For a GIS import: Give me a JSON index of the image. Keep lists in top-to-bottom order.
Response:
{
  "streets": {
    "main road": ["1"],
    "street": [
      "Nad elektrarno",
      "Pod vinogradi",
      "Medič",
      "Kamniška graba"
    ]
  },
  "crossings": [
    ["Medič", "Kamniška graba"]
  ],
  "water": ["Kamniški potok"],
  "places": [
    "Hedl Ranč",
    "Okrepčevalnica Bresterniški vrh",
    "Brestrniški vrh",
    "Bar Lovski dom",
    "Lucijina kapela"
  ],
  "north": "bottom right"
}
***
Problem requirements: The response must contain every entry, each one identical to the original.

Result of the task:
For a GIS import: Give me a JSON index of the image. Keep lists in top-to-bottom order.
Response:
{
  "streets": {
    "main road": ["1"],
    "street": [
      "Nad elektrarno",
      "Pod vinogradi",
      "Medič",
      "Kamniška graba"
    ]
  },
  "crossings": [
    ["Medič", "Kamniška graba"]
  ],
  "water": ["Kamniški potok"],
  "places": [
    "Hedl Ranč",
    "Okrepčevalnica Bresterniški vrh",
    "Brestrniški vrh",
    "Bar Lovski dom",
    "Lucijina kapela"
  ],
  "north": "bottom right"
}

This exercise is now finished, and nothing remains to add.